→ **TASK**
A faithful copy of every record is needed here. Images must not appear in it.
RECORDS FOR THE EXERCISE below:
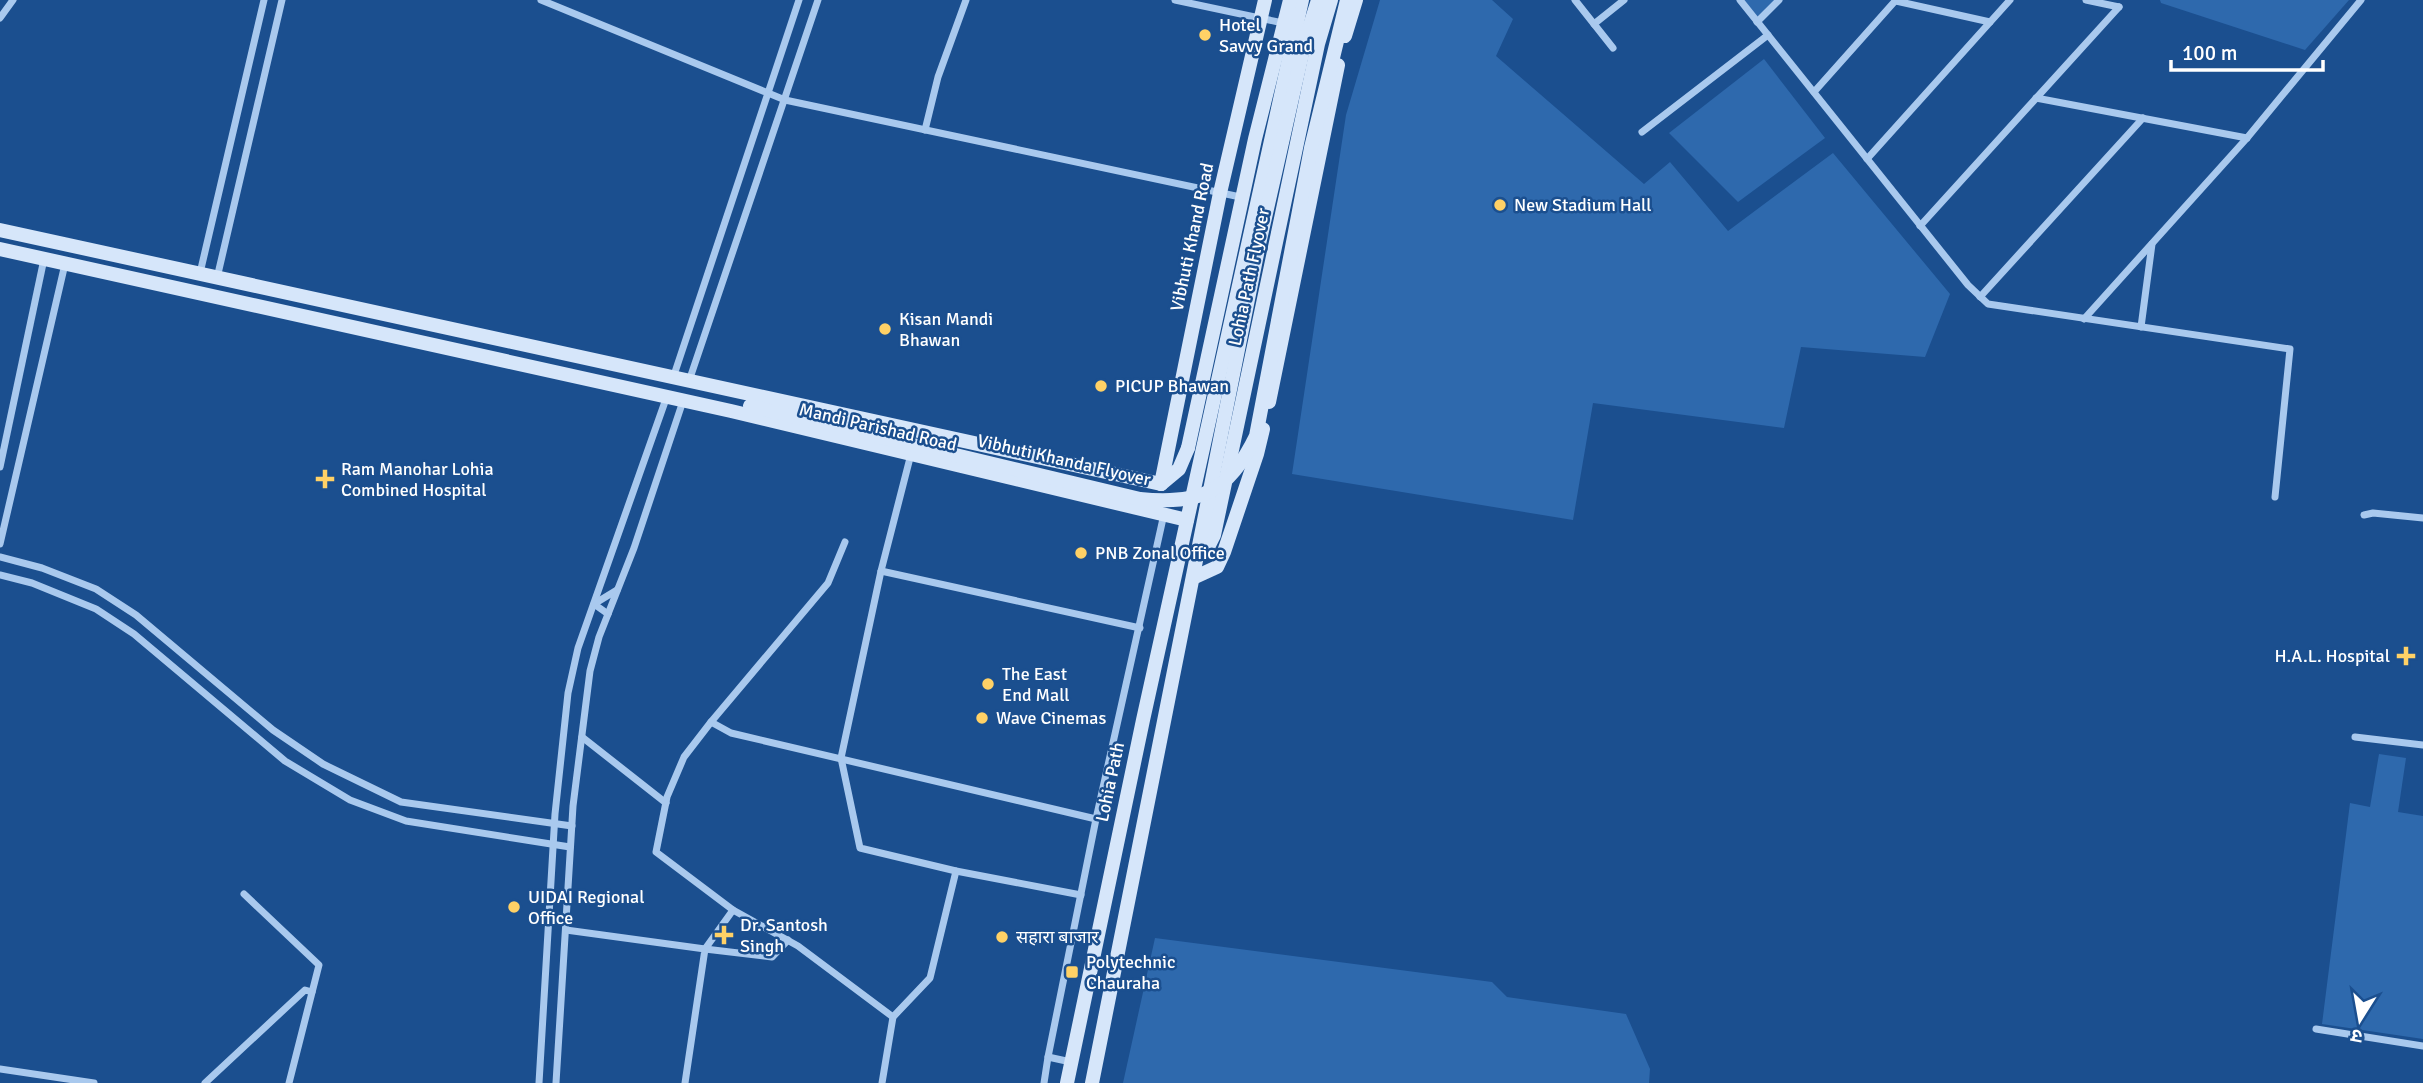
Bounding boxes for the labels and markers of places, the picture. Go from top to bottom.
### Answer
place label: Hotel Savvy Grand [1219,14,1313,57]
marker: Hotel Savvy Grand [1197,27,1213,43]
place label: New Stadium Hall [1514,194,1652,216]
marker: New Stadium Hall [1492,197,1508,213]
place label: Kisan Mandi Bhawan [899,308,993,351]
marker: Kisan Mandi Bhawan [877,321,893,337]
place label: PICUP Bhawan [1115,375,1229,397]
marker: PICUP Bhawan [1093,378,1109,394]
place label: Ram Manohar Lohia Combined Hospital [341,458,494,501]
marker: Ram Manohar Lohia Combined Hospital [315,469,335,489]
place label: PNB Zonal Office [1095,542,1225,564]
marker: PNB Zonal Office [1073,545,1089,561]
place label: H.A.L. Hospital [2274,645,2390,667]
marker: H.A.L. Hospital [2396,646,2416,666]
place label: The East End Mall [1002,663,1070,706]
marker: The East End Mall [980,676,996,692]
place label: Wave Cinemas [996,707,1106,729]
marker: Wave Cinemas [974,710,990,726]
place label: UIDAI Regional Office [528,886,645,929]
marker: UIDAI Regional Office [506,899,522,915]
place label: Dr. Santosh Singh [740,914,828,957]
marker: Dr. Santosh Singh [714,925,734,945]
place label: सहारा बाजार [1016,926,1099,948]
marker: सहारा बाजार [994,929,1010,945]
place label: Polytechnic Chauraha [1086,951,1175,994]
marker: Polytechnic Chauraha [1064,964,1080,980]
End of RECORDS FOR THE EXERCISE.
→ **EXERCISE SOLUTION**
Bounding boxes for the labels and markers of places, the picture. Go from top to bottom.
### Answer
place label: Hotel Savvy Grand [1219,14,1313,57]
marker: Hotel Savvy Grand [1197,27,1213,43]
place label: New Stadium Hall [1514,194,1652,216]
marker: New Stadium Hall [1492,197,1508,213]
place label: Kisan Mandi Bhawan [899,308,993,351]
marker: Kisan Mandi Bhawan [877,321,893,337]
place label: PICUP Bhawan [1115,375,1229,397]
marker: PICUP Bhawan [1093,378,1109,394]
place label: Ram Manohar Lohia Combined Hospital [341,458,494,501]
marker: Ram Manohar Lohia Combined Hospital [315,469,335,489]
place label: PNB Zonal Office [1095,542,1225,564]
marker: PNB Zonal Office [1073,545,1089,561]
place label: H.A.L. Hospital [2274,645,2390,667]
marker: H.A.L. Hospital [2396,646,2416,666]
place label: The East End Mall [1002,663,1070,706]
marker: The East End Mall [980,676,996,692]
place label: Wave Cinemas [996,707,1106,729]
marker: Wave Cinemas [974,710,990,726]
place label: UIDAI Regional Office [528,886,645,929]
marker: UIDAI Regional Office [506,899,522,915]
place label: Dr. Santosh Singh [740,914,828,957]
marker: Dr. Santosh Singh [714,925,734,945]
place label: सहारा बाजार [1016,926,1099,948]
marker: सहारा बाजार [994,929,1010,945]
place label: Polytechnic Chauraha [1086,951,1175,994]
marker: Polytechnic Chauraha [1064,964,1080,980]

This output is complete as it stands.